#### Task to carry out:
Once you reach the line containing "M458 568 464 584 440 593 434 578Z" in the entries below, write out that line and each one after it down to the line containing "M525 786 537", exactly and with nothing added.

#### Source material:
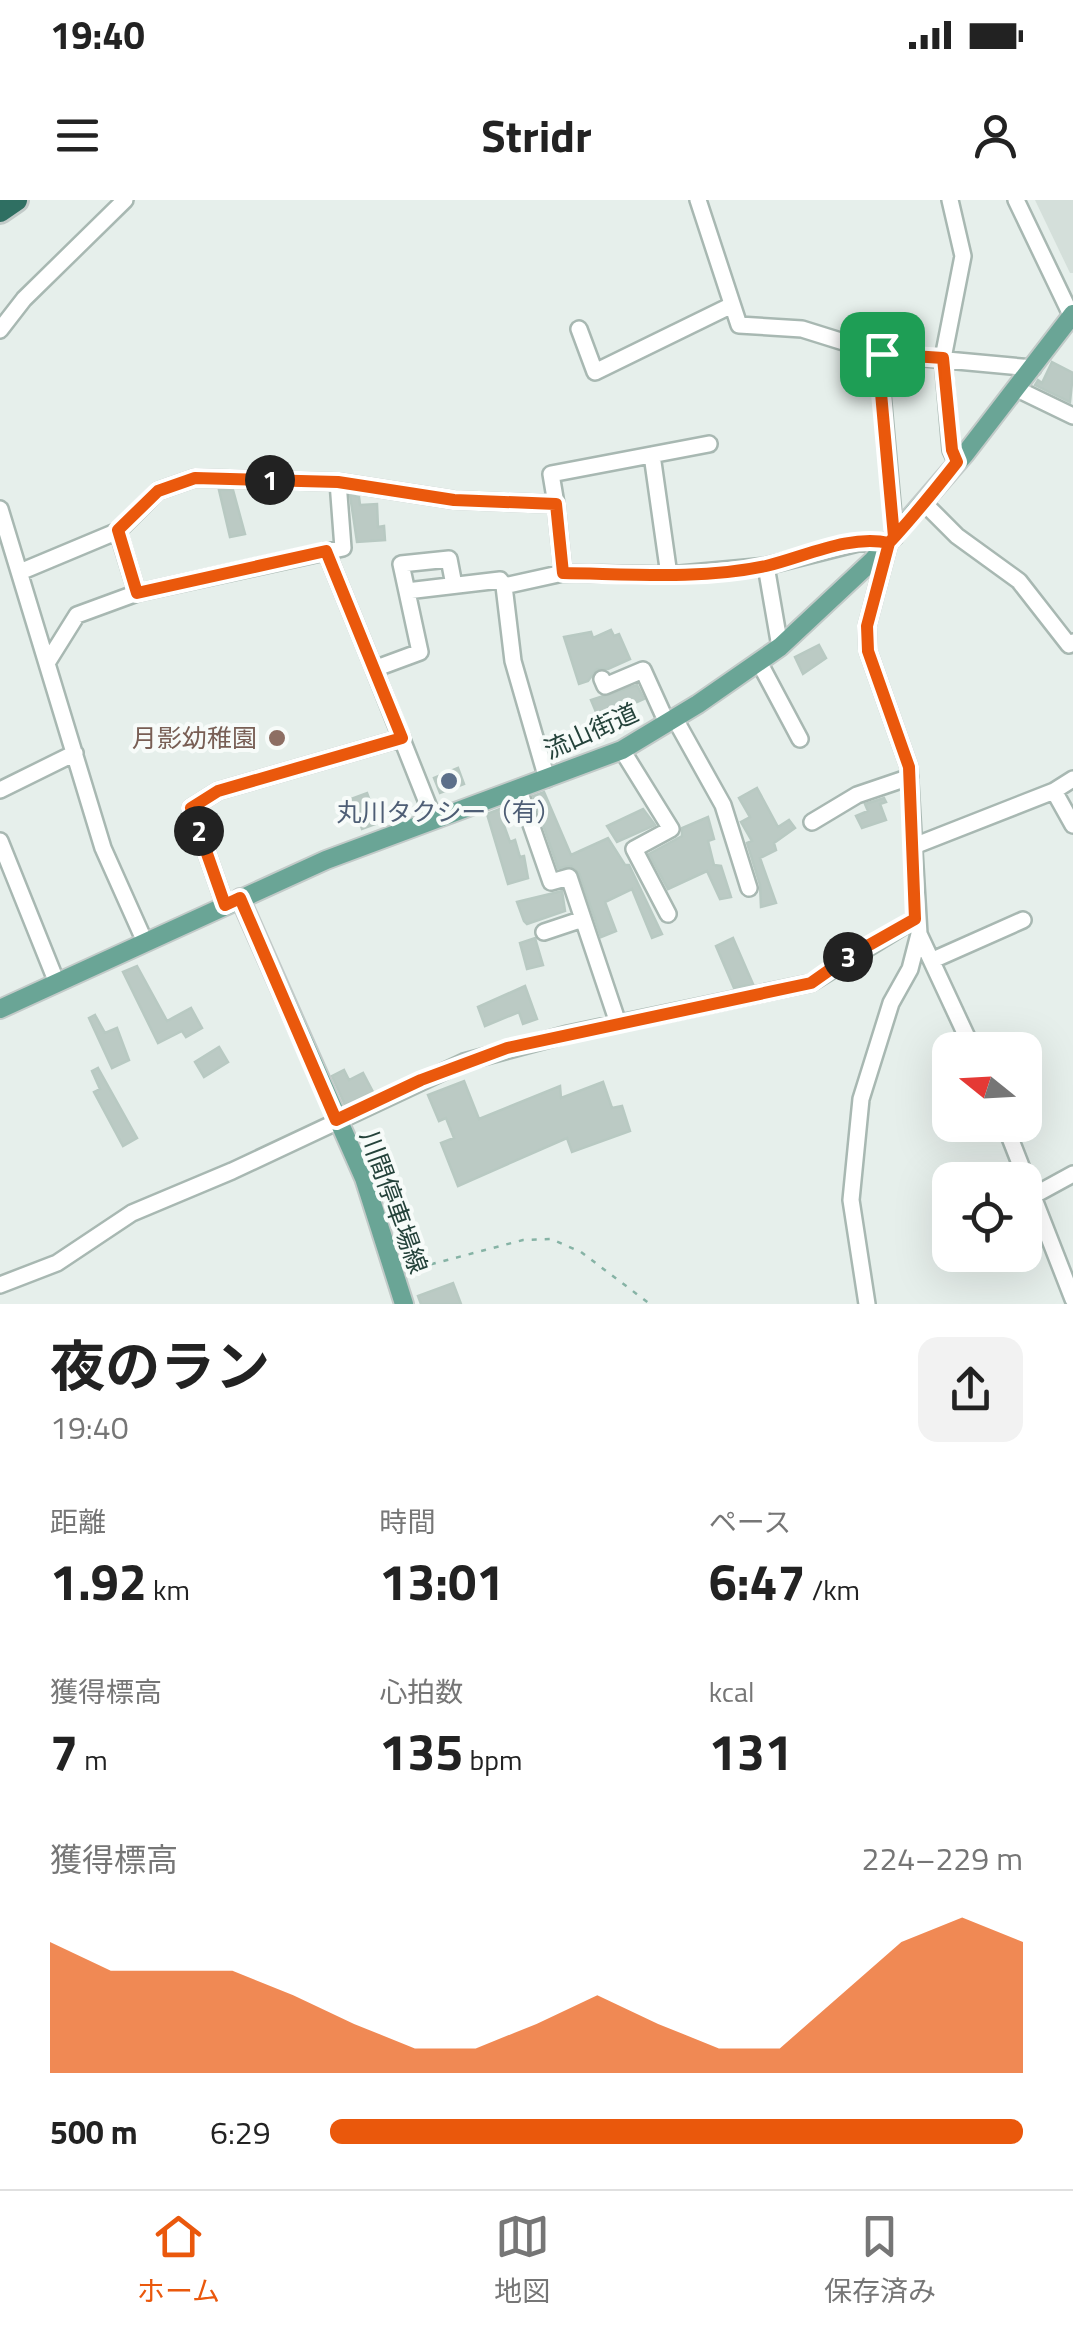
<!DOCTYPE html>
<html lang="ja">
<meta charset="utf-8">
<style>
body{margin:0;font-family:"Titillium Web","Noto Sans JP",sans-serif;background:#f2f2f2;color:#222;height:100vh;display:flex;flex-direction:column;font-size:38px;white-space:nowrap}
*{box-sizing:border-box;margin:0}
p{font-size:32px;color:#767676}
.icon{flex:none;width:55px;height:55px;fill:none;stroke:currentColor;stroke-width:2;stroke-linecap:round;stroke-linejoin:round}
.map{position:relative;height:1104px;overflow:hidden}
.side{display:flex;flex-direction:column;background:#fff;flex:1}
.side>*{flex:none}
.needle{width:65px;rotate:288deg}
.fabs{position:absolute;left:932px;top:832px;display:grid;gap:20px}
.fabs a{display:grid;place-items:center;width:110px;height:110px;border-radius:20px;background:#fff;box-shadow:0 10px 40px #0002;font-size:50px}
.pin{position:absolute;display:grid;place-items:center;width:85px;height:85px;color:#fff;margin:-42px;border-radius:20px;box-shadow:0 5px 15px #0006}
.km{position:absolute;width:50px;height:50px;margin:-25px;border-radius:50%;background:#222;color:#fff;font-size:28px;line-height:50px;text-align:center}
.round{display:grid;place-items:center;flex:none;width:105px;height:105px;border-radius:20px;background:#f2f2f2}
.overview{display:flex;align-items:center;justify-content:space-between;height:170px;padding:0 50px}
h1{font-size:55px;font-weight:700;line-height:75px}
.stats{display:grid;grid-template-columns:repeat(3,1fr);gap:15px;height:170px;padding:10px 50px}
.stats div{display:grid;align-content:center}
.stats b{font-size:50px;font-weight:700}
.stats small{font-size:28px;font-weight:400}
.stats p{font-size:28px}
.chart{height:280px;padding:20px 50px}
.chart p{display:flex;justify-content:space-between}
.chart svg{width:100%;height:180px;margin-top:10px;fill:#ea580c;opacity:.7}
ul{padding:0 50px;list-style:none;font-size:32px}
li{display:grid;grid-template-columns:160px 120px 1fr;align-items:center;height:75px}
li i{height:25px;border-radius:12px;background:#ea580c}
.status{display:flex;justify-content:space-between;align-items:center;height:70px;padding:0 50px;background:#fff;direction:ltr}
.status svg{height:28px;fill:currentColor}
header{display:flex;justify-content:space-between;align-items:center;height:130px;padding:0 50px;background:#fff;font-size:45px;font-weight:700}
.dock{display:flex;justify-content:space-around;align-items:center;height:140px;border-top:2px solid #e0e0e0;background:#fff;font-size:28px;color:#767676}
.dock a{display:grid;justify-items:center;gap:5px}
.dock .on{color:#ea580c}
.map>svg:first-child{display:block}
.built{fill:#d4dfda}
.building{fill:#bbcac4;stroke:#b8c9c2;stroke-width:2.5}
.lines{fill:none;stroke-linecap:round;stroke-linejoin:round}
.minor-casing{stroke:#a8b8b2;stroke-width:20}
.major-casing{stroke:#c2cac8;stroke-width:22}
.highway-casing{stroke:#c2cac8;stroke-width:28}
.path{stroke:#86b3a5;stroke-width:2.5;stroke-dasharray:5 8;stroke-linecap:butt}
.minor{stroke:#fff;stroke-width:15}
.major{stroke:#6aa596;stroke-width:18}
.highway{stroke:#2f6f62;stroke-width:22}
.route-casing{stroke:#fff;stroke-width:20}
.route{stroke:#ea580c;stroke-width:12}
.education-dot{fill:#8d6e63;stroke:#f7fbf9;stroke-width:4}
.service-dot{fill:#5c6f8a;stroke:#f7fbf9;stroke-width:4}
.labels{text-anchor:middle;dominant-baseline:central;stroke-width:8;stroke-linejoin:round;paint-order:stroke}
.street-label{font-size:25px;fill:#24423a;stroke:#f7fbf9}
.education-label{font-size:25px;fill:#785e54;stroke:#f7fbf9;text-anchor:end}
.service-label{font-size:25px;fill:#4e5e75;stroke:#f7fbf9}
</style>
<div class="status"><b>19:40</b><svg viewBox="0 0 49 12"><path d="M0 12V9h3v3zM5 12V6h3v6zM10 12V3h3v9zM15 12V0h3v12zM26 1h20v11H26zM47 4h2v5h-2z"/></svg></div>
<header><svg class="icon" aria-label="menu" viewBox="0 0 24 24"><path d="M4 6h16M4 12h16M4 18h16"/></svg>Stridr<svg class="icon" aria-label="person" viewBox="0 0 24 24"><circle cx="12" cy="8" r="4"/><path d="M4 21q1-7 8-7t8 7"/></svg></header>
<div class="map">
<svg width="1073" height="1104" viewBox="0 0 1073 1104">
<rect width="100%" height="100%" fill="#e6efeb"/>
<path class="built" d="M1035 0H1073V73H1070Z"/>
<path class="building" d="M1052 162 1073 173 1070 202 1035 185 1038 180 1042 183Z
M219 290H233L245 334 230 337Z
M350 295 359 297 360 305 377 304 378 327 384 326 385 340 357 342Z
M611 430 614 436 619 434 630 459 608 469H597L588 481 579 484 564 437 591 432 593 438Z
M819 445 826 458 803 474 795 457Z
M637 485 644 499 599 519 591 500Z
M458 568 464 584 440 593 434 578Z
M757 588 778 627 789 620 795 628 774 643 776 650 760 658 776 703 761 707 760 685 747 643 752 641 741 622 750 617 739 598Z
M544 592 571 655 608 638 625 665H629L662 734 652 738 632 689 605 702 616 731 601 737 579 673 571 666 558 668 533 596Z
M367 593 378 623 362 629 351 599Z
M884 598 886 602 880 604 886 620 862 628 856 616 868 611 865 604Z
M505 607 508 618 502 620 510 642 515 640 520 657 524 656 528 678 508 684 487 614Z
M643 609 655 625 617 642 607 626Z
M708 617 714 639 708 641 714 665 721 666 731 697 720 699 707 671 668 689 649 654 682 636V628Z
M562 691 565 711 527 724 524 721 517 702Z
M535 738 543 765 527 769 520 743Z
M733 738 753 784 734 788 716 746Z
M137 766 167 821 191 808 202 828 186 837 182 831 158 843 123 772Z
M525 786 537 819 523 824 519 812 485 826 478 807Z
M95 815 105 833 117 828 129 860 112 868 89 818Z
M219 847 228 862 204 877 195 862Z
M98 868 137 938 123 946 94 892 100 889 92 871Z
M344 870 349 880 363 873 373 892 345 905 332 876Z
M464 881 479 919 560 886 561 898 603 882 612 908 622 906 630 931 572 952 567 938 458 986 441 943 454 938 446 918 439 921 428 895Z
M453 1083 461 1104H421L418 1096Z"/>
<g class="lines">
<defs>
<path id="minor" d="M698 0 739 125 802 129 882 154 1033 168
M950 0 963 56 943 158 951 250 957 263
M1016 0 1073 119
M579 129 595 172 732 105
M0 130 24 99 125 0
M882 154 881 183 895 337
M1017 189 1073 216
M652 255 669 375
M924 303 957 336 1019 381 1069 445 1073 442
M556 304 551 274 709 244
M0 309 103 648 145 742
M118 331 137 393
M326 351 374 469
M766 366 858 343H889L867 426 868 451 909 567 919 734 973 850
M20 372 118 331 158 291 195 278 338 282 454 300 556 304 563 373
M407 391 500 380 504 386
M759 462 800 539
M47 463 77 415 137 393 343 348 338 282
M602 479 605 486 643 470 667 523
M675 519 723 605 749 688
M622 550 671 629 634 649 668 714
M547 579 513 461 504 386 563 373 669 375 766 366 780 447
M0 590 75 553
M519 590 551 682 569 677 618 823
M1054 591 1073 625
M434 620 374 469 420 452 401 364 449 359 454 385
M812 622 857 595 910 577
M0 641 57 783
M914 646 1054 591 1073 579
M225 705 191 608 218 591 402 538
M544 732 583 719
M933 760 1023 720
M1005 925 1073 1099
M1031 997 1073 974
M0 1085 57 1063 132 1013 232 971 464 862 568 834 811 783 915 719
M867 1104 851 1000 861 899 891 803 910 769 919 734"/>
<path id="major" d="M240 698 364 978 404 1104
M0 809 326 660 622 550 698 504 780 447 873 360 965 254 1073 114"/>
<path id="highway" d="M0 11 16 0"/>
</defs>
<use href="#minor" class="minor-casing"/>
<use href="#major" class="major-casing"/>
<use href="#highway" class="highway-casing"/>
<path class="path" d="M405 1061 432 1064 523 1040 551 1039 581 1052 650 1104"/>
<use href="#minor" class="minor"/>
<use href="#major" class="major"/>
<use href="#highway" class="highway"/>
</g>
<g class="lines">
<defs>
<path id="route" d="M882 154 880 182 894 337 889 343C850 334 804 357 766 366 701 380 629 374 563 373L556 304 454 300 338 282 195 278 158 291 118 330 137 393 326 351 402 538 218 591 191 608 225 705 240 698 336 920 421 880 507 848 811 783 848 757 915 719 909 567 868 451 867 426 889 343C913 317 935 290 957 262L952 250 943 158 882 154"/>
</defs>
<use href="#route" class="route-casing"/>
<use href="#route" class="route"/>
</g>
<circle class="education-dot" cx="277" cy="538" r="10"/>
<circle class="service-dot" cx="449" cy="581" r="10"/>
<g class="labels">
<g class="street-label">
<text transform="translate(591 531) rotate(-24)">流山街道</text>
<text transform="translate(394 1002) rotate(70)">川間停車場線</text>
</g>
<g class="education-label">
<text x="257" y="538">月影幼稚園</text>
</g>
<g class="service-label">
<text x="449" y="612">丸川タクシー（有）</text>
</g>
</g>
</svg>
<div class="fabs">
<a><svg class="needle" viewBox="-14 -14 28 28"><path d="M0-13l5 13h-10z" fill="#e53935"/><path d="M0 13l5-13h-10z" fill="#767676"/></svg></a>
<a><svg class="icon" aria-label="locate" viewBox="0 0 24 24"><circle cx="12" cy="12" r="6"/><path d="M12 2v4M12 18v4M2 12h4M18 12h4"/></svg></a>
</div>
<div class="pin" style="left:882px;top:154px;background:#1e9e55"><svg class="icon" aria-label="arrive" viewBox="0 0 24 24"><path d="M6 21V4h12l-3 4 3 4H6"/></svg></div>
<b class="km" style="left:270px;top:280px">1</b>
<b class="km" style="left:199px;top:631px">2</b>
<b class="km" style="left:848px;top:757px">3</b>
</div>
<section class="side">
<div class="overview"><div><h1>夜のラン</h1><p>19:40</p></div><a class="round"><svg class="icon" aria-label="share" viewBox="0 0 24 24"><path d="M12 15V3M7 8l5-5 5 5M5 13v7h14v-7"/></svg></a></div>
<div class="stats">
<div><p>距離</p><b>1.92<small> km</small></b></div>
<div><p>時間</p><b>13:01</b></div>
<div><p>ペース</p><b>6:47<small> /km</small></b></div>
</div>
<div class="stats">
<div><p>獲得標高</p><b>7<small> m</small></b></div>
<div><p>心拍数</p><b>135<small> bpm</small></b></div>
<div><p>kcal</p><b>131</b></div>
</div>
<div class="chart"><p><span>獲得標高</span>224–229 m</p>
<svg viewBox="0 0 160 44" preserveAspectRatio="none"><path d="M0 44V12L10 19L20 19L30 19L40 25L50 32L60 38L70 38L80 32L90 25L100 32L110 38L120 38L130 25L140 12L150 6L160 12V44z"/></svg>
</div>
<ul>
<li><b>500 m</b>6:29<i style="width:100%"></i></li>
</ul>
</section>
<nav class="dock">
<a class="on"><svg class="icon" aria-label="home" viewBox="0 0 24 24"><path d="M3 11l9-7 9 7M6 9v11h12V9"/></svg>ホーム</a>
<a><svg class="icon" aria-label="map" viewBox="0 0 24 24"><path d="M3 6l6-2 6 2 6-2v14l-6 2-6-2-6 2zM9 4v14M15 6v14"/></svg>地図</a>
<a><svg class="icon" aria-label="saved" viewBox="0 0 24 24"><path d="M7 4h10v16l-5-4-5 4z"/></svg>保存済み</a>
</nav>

#### Solution to this exercise:
M458 568 464 584 440 593 434 578Z
M757 588 778 627 789 620 795 628 774 643 776 650 760 658 776 703 761 707 760 685 747 643 752 641 741 622 750 617 739 598Z
M544 592 571 655 608 638 625 665H629L662 734 652 738 632 689 605 702 616 731 601 737 579 673 571 666 558 668 533 596Z
M367 593 378 623 362 629 351 599Z
M884 598 886 602 880 604 886 620 862 628 856 616 868 611 865 604Z
M505 607 508 618 502 620 510 642 515 640 520 657 524 656 528 678 508 684 487 614Z
M643 609 655 625 617 642 607 626Z
M708 617 714 639 708 641 714 665 721 666 731 697 720 699 707 671 668 689 649 654 682 636V628Z
M562 691 565 711 527 724 524 721 517 702Z
M535 738 543 765 527 769 520 743Z
M733 738 753 784 734 788 716 746Z
M137 766 167 821 191 808 202 828 186 837 182 831 158 843 123 772Z
M525 786 537 819 523 824 519 812 485 826 478 807Z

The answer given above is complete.